How about "knowledge, experience, and interest"? Parse that, and one readily grasps than minus ANY knowledge whatsoever, "experience and interest" are nugatory irrelevancies, and for tRump, it's all about "gut feelings", and we've seen - and yet again are seeing - how well that's working out. His monumental ignorance regarding "different subject matters" is legendary, and why expend any more effort in portraying him other than a dangerous ignoramus, full stop.
Professor Daniel W. Drezner and Professor Henry Farrell: What an engaging and refreshing friendship between experts at Fletcher School of Law and Diplomacy (Tuft) and the School of Advanced International Studies (SAIS-JHU)!
You encapsulate it so very well, you BOTH, here:
"[Henry] Farrell proposes an alternative explanation:
"My theory of Trump is different. Building on Padgett and Ansell’s classic account of the court of Cosimo de Medici, I argued back in 2016 that Trump didn’t have goals in the usual sense of the term. Instead, his motivation was to maneuver everyone else so that they had to keep on paying attention to him….
"This is a very different theory of Trump, which has some consequences for what his foreign policy may be. It suggests that his approach is not transactional but personalist. He doesn’t really care about goals in the ordinary sense of the term. All he cares about is getting other people to pay attention to him, and ideally to show him obeisance. The policies he adopts at any point in time will be the policies that allow him to strengthen his personal authority and dominance, while weakening the authority and dominance of others….
"My alternative account instead suggests that we will see less constancy in foreign policy. It argues that the most important source of chaos in Trump’s first administration was not the battle between Trump and his underlings, but Trump himself, as he constantly shifted policy, depending on who he had last talked to, and what seemed most likely at any moment to confound and vex his opponents. Now that the restraints are much weaker, we will see that the only constant is Trump’s wish to burnish his self regard, and to ensure that he is always at the center of the spider web.

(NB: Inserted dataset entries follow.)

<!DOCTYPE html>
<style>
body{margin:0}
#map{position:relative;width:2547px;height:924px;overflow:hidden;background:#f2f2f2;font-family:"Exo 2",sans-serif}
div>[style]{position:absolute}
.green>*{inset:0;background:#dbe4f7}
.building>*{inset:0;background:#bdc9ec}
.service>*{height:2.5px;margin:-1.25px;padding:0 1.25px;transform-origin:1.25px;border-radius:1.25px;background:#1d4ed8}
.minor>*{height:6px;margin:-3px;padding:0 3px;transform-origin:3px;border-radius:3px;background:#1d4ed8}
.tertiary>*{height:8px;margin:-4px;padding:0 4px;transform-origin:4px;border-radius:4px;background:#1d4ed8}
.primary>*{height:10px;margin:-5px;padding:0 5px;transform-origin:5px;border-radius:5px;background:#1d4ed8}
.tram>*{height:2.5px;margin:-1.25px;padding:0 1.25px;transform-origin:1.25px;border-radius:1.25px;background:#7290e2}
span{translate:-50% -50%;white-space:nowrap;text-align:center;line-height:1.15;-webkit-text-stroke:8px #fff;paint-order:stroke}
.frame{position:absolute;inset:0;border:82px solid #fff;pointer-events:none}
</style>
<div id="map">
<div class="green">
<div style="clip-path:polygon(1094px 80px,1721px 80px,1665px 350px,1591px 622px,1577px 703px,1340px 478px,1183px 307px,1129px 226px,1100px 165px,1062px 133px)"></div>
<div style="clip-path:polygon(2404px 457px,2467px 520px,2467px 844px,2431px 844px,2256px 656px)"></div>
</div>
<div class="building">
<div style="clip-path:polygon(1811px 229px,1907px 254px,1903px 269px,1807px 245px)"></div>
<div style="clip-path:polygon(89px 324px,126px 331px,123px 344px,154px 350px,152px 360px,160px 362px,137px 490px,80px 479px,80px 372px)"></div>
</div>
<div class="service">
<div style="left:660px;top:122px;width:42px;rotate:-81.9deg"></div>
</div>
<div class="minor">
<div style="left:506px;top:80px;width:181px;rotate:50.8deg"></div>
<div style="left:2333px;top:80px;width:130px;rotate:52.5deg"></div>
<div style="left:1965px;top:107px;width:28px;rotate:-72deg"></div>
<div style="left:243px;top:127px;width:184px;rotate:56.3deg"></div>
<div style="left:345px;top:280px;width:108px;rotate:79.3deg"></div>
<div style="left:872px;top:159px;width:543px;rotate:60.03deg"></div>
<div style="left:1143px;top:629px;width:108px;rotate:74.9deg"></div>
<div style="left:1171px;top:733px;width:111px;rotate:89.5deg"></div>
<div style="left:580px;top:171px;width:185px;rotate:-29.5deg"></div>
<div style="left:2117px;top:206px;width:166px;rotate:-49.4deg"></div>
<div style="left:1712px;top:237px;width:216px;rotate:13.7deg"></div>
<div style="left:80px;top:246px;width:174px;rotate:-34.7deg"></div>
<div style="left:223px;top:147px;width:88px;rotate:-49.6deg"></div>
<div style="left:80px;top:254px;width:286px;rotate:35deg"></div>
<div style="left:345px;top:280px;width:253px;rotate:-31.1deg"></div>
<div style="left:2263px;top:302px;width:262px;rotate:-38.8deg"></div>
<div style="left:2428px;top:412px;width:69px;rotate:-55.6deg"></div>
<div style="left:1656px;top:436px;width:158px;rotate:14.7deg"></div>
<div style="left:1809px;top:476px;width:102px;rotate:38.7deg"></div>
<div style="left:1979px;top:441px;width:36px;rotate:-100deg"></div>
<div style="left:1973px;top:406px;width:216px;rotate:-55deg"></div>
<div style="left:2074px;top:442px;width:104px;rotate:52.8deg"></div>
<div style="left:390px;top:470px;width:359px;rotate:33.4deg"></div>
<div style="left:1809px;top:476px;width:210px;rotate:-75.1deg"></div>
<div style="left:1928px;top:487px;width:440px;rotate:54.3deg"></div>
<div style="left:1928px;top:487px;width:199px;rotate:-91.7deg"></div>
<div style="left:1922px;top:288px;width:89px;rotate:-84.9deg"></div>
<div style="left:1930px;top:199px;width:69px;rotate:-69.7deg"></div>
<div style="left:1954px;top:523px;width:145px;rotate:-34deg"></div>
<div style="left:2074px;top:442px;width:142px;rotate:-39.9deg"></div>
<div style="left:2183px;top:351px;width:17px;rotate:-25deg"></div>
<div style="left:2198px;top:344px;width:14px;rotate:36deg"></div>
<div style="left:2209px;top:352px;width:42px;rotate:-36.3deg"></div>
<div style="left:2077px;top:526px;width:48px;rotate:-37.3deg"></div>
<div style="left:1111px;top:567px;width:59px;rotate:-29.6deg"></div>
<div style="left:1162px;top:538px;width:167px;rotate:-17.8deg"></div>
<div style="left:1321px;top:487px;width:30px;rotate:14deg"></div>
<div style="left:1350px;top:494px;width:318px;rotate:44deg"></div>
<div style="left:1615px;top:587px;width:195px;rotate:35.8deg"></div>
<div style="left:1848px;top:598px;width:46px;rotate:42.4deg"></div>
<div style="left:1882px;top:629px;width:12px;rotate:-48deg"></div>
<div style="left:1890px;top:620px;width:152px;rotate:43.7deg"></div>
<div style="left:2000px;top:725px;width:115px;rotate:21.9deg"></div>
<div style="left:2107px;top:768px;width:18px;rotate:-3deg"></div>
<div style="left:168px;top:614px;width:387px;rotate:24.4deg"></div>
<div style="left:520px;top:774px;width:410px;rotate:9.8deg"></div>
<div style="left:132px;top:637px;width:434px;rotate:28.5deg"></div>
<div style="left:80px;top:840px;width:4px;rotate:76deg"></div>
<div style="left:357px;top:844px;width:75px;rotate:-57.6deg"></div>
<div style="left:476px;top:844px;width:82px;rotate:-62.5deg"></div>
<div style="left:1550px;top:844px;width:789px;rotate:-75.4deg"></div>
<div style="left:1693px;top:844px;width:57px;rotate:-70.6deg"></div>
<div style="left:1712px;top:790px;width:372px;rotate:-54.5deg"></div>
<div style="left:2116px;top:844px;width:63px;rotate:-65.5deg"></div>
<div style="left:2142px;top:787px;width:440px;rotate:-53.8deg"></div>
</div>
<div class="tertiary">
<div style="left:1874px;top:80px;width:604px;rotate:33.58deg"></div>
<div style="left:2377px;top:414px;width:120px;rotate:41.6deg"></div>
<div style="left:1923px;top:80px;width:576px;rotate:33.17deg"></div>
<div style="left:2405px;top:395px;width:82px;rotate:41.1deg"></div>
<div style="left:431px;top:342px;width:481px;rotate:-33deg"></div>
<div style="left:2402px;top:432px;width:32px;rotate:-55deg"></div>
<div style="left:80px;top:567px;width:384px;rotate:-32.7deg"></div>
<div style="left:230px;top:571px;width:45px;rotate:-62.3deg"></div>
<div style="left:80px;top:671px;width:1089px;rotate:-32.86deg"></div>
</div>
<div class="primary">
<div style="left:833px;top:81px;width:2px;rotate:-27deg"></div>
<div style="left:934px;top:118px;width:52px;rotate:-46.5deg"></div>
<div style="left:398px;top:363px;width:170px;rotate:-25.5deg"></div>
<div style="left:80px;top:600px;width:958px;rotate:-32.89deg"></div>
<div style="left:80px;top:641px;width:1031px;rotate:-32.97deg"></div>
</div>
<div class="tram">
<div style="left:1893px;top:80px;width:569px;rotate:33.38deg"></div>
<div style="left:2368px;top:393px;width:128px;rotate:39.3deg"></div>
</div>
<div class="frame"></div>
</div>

"Now as someone who has written at length about the ways in which Donald Trump practices an immature leadership style, it is difficult for me to disagree with Farrell’s argument. Trump is someone who possesses a short attention span, displays oppositional behavior, and craves drama. One can see why this would lead Farrell to conclude that inconstancy will be the one constant of Trump 2.0."
And:
"Trump telling RFK Jr. to “go wild on health,” for example, is a sign that Trump does not give a flying fig about health. It bores him. In these areas, Trump remains an inexperienced and uninformed president who mostly wants his underlings to display fealty to him. "
A lot of learning here poured upon a loathsome cockroach in the kitchen, where, unfortunately, the cockroach is bloated to the size of the President of the United States, and the kitchen is enlarged on the scale of America and the Free World.
A cockroach with outsized influence.